**DATA TO PROCESS:**
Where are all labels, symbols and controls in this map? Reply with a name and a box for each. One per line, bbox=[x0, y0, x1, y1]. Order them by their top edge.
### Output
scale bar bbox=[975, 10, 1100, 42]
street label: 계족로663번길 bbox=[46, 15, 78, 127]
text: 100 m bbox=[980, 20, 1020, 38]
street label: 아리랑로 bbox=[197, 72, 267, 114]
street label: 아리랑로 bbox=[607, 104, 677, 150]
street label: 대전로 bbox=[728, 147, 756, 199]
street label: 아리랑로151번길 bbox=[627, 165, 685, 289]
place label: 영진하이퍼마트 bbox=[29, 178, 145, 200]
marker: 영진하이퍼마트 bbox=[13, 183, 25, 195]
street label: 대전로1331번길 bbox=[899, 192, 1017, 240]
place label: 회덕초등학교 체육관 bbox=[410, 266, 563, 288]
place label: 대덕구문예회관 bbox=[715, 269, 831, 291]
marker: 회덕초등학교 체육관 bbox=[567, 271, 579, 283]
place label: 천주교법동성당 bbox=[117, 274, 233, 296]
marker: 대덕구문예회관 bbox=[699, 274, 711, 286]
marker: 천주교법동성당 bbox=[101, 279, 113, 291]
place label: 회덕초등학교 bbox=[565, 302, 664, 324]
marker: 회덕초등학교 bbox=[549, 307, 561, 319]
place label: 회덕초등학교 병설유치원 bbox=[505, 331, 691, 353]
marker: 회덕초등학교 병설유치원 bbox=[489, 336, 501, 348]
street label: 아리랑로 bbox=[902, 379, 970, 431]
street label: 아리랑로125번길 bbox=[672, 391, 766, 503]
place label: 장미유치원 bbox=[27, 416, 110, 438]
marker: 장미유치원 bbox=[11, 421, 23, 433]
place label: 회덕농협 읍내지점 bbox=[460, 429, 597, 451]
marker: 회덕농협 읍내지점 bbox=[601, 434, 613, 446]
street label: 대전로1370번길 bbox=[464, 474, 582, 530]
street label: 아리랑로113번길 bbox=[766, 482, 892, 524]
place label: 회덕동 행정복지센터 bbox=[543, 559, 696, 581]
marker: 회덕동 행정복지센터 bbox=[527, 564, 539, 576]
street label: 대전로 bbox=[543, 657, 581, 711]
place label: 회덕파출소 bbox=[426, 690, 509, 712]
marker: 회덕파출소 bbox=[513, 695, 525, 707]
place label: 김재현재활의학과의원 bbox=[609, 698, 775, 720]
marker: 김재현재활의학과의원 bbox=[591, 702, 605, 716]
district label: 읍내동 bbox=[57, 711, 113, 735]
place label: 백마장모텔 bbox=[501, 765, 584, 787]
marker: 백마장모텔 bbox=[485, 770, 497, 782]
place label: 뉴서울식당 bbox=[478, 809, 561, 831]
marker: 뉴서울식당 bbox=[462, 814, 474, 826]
--
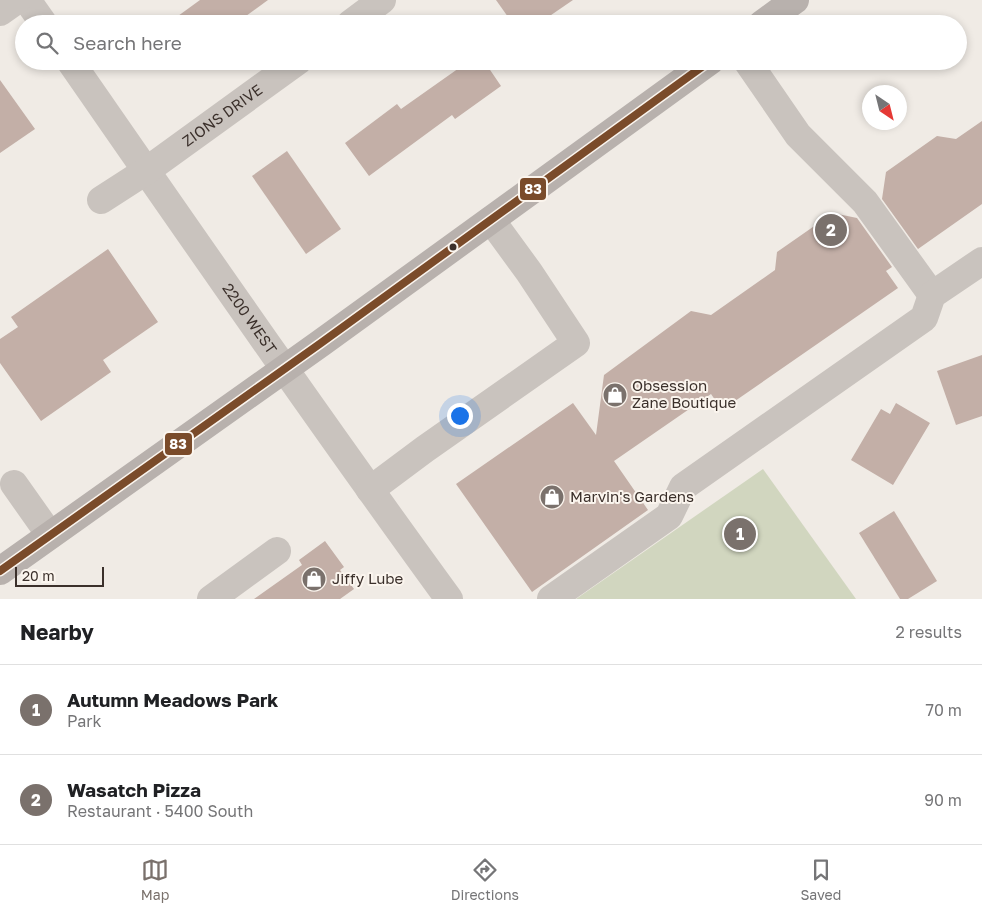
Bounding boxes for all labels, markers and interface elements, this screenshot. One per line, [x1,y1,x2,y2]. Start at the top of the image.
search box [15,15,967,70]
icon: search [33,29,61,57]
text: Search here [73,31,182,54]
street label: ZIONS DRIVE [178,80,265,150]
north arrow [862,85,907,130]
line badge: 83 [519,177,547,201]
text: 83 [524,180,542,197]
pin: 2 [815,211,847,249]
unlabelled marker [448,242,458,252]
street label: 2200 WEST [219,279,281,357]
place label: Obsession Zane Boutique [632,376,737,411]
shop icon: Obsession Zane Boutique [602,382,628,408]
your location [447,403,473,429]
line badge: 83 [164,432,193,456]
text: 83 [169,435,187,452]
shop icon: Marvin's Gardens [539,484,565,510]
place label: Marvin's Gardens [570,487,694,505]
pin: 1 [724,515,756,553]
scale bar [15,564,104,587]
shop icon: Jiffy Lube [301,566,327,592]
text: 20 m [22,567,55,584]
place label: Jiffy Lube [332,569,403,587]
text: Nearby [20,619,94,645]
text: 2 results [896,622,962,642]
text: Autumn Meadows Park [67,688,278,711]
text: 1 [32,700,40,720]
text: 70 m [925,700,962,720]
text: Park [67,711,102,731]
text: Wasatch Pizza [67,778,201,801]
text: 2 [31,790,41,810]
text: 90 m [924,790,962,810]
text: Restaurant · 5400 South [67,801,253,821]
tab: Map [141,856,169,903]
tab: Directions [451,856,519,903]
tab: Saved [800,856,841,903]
--
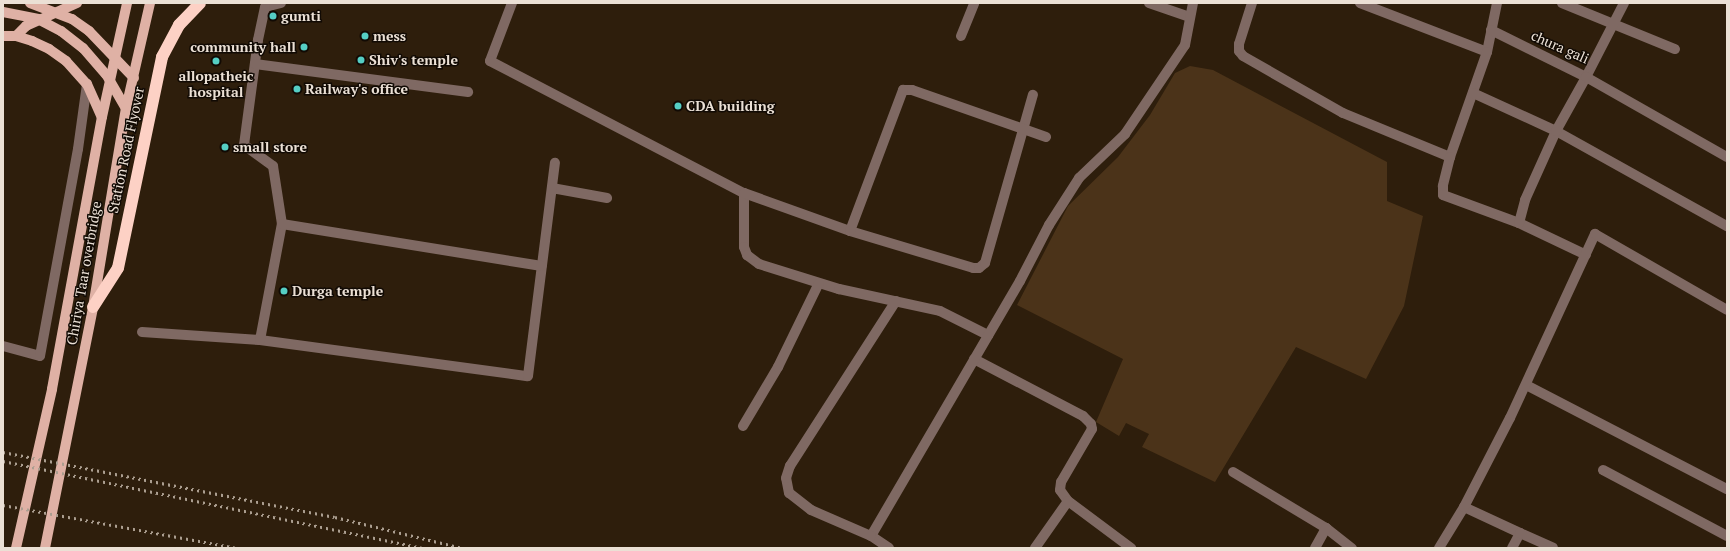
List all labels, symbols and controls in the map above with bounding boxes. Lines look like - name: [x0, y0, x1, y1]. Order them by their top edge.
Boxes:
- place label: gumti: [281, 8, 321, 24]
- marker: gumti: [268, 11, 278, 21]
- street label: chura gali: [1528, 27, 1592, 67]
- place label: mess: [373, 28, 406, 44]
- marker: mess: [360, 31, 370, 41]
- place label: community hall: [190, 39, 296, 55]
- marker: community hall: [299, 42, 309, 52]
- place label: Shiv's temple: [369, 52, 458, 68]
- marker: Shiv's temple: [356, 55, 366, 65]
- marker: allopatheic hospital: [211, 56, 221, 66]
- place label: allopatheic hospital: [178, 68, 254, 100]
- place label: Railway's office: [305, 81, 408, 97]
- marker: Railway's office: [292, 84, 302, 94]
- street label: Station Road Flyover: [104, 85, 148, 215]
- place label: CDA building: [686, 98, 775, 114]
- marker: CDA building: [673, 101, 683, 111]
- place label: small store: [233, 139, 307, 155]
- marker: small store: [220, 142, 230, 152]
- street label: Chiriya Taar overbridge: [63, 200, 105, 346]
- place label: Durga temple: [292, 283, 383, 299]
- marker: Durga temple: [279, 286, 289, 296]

**EXERCISE BRIEF:**
Copy from the entries only those lines that hold the word "edge".

**WRITTEN SOLUTION:**
Where are all labels, symbols and controls in this map? Reply with a name and a box for each. One per line, bbox=[x0, y0, x1, y1]. Order them by their top edge.
List all labels, symbols and controls in the map above with bounding boxes. Lines look like - name: [x0, y0, x1, y1]. Order them by their top edge.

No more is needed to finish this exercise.